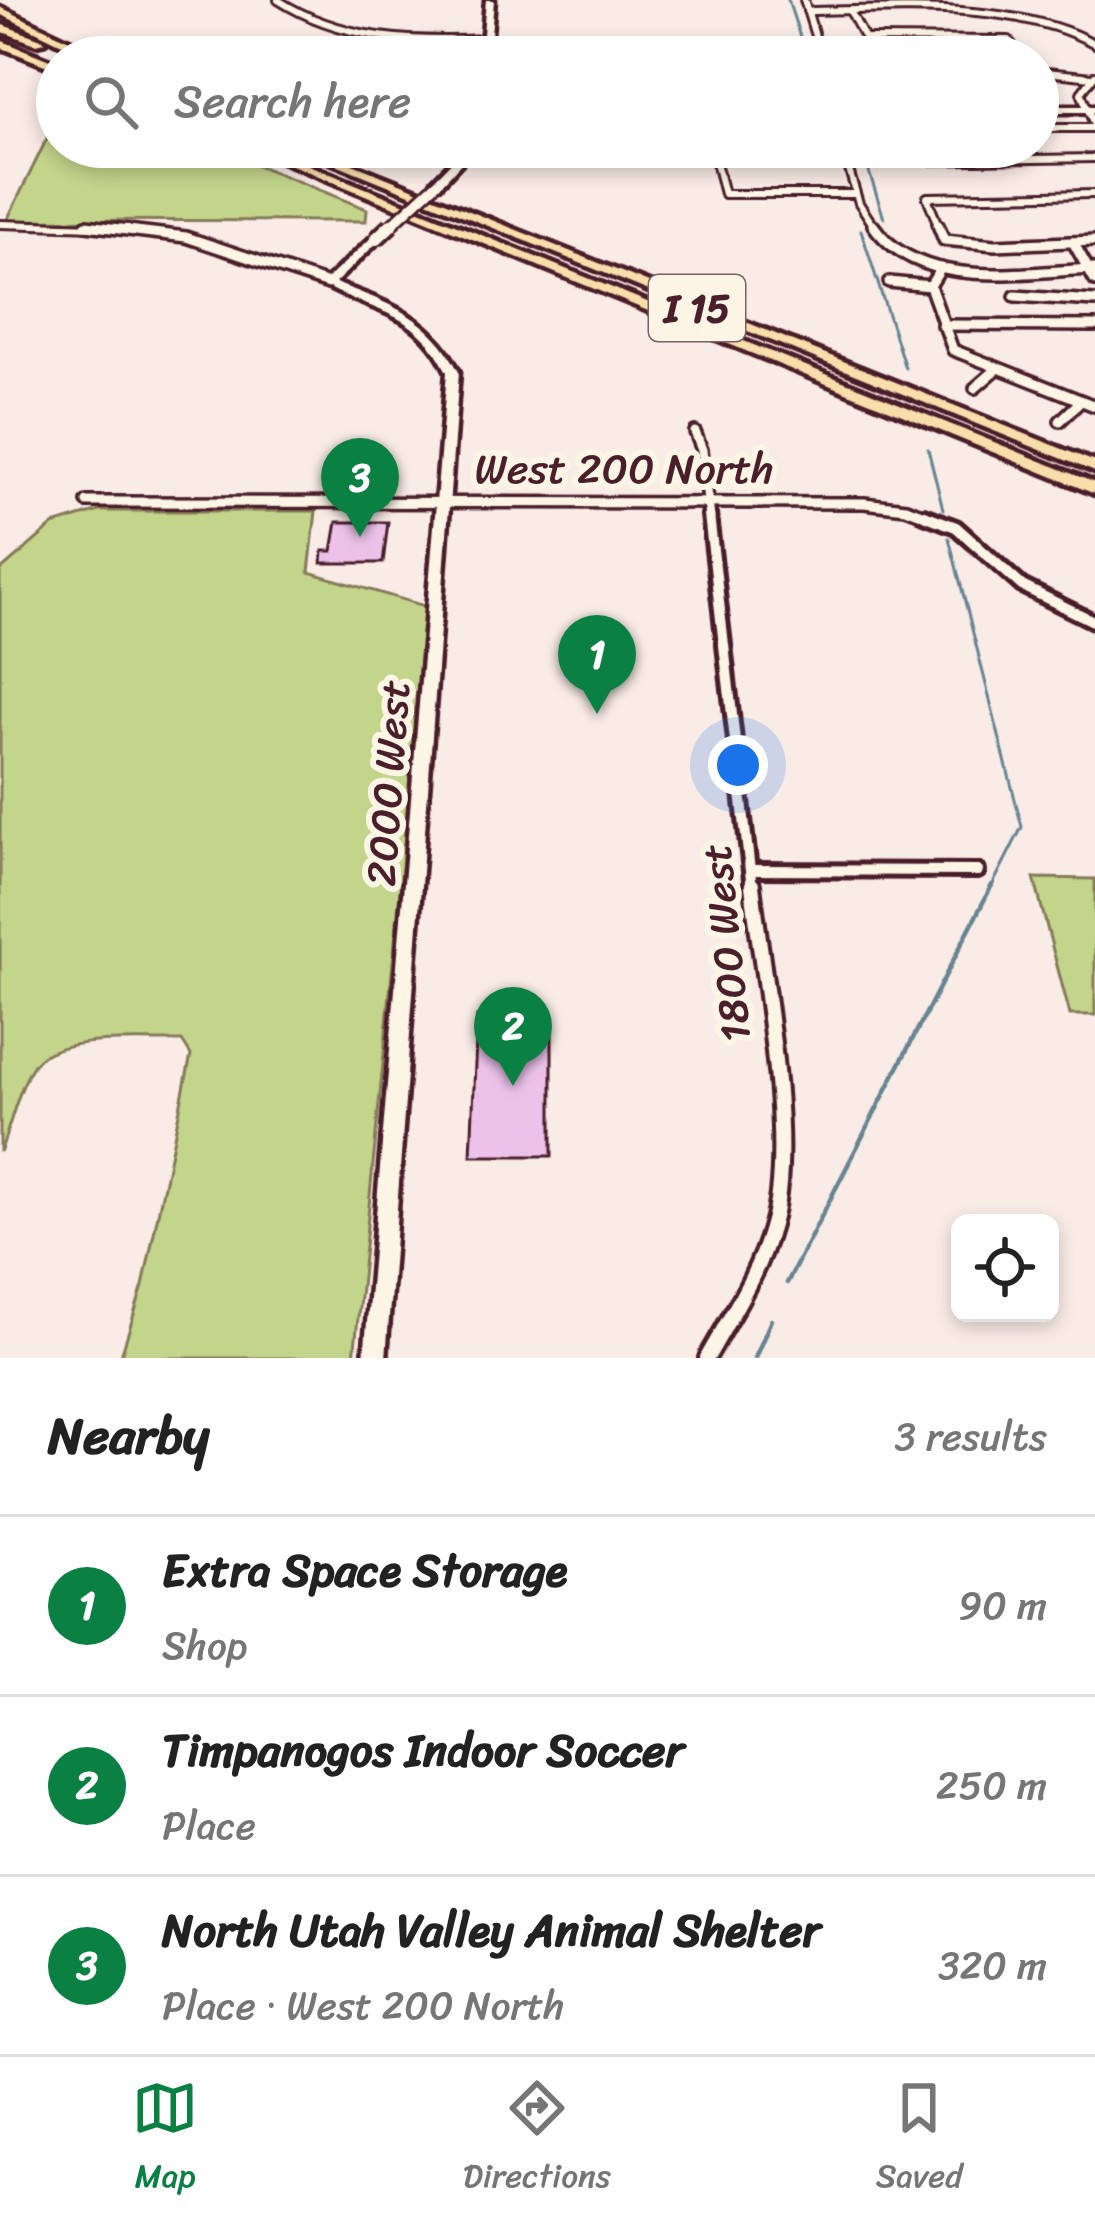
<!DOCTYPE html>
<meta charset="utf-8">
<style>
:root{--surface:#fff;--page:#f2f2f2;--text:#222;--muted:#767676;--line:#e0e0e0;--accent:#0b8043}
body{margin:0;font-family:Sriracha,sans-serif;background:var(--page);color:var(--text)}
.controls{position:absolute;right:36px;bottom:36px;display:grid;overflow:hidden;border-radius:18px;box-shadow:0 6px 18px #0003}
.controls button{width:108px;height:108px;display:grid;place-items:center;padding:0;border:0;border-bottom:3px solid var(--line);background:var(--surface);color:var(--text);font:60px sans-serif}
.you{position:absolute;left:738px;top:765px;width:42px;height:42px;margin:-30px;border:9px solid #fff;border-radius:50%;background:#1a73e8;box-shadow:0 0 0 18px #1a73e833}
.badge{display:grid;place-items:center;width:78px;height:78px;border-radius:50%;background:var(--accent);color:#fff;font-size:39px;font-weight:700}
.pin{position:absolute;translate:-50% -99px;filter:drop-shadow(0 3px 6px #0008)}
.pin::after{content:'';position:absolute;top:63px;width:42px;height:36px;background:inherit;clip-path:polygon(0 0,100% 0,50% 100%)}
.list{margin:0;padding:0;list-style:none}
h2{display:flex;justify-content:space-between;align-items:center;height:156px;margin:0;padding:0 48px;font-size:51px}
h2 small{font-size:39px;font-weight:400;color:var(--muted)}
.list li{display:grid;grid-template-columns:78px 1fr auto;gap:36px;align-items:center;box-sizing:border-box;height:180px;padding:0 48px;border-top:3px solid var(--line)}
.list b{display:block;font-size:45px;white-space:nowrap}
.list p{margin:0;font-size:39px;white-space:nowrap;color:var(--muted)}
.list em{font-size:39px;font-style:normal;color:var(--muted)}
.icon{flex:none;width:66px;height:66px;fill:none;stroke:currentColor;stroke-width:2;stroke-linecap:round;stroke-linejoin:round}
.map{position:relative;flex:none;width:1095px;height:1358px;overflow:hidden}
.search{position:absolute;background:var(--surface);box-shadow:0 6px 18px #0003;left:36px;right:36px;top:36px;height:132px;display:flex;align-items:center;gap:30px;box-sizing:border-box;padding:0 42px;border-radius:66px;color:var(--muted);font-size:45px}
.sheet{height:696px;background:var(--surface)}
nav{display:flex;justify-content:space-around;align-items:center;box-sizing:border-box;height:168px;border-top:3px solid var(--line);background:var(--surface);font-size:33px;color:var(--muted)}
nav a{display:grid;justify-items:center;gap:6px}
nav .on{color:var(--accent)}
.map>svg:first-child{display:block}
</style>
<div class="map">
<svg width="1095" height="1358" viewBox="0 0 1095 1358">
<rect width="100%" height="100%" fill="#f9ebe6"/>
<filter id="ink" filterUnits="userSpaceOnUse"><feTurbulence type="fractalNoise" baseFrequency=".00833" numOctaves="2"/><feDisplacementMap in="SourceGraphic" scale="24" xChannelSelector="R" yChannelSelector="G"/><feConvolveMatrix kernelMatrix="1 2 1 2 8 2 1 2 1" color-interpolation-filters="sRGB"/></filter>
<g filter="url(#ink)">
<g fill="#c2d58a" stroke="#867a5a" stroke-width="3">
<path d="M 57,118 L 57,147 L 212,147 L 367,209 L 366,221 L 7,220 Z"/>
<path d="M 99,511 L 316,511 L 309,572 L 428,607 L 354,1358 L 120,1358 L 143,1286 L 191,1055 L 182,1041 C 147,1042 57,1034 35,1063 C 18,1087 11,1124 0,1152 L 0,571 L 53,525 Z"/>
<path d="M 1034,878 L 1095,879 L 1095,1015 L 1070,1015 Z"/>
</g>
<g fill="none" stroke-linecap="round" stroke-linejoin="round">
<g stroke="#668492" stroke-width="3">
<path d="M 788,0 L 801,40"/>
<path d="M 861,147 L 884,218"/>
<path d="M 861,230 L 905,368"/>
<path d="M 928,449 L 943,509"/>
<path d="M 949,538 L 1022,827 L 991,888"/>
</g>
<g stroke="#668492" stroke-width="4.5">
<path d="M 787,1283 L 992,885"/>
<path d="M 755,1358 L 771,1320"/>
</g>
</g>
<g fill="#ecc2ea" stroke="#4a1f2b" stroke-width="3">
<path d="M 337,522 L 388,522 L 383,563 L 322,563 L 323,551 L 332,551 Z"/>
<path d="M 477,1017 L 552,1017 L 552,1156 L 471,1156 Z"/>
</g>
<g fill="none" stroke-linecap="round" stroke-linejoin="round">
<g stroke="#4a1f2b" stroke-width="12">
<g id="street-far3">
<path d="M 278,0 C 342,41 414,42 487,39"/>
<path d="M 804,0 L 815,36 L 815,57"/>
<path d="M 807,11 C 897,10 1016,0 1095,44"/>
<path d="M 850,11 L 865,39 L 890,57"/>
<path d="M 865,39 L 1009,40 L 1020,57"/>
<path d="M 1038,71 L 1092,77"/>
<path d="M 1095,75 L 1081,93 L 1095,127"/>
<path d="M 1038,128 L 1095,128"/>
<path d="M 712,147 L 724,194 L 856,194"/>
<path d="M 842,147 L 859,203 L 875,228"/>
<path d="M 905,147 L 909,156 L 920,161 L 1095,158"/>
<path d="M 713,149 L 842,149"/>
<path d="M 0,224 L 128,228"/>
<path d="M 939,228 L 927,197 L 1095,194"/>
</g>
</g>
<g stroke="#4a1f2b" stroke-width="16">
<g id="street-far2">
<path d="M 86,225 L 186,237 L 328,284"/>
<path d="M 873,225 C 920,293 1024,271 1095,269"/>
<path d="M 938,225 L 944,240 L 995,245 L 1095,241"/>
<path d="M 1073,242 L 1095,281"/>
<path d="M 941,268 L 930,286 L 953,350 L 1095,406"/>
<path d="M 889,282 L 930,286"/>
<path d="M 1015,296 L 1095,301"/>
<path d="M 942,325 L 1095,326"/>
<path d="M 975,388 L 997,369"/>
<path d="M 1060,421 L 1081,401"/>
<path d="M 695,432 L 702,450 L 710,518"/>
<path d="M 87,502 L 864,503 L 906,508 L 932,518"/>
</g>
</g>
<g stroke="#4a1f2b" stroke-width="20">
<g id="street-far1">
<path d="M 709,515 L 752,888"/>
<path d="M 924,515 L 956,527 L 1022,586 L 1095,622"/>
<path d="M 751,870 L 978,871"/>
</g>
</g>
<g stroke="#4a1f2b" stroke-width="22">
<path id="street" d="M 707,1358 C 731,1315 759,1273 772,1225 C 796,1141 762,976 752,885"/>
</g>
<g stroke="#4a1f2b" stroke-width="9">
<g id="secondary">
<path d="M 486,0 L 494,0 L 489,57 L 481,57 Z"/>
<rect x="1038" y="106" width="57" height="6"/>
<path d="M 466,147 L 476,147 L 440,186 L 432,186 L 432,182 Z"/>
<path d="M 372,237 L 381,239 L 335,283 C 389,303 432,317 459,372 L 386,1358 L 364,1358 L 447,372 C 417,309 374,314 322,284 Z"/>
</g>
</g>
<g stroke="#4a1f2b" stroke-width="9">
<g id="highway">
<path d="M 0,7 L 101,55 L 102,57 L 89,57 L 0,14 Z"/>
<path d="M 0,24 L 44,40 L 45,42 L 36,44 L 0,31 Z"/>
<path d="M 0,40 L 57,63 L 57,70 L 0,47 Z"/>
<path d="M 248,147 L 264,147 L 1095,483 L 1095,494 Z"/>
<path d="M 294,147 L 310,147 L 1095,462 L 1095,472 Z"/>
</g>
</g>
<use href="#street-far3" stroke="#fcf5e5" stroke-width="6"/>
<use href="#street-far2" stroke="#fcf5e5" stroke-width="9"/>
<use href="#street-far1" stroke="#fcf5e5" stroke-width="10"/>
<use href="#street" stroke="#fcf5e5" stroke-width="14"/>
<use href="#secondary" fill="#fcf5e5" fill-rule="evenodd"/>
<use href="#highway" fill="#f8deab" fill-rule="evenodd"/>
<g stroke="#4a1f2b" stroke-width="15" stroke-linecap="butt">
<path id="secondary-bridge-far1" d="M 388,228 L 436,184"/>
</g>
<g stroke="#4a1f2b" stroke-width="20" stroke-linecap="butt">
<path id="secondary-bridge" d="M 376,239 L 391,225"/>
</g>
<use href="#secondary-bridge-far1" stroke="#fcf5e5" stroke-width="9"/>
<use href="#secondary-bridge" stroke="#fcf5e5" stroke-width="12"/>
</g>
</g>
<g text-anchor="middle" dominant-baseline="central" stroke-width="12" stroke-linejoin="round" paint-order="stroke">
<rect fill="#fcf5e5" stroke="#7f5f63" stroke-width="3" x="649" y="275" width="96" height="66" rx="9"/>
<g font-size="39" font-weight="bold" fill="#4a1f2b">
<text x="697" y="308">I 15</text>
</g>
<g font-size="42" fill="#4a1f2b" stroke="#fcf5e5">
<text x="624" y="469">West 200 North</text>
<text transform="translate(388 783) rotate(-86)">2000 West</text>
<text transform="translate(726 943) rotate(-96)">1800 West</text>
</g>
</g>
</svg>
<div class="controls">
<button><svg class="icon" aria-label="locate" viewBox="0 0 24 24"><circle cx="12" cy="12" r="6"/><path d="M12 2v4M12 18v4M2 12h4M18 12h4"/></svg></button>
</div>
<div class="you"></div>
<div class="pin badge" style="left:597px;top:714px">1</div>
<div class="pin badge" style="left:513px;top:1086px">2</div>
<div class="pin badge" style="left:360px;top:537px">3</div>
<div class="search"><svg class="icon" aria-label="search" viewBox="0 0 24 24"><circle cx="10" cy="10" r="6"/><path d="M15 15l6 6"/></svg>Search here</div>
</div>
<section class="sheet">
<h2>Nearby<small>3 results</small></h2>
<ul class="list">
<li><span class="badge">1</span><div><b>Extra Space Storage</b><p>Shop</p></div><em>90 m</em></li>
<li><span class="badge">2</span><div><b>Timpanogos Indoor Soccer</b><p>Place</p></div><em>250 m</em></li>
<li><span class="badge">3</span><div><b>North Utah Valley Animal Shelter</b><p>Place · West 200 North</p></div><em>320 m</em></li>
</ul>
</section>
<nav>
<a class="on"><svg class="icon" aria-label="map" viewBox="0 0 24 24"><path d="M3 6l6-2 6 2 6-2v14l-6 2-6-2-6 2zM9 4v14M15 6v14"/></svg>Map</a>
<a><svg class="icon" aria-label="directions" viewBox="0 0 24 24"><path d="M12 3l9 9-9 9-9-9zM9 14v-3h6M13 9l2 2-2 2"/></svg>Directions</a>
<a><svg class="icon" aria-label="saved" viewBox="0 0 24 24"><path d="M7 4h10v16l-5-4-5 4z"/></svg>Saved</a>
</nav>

**PROBLEM:** Every line of the listing that holds "controls" counts once. Say how many such lines there are, using only a number.

**EXPECTED ANSWER:** 3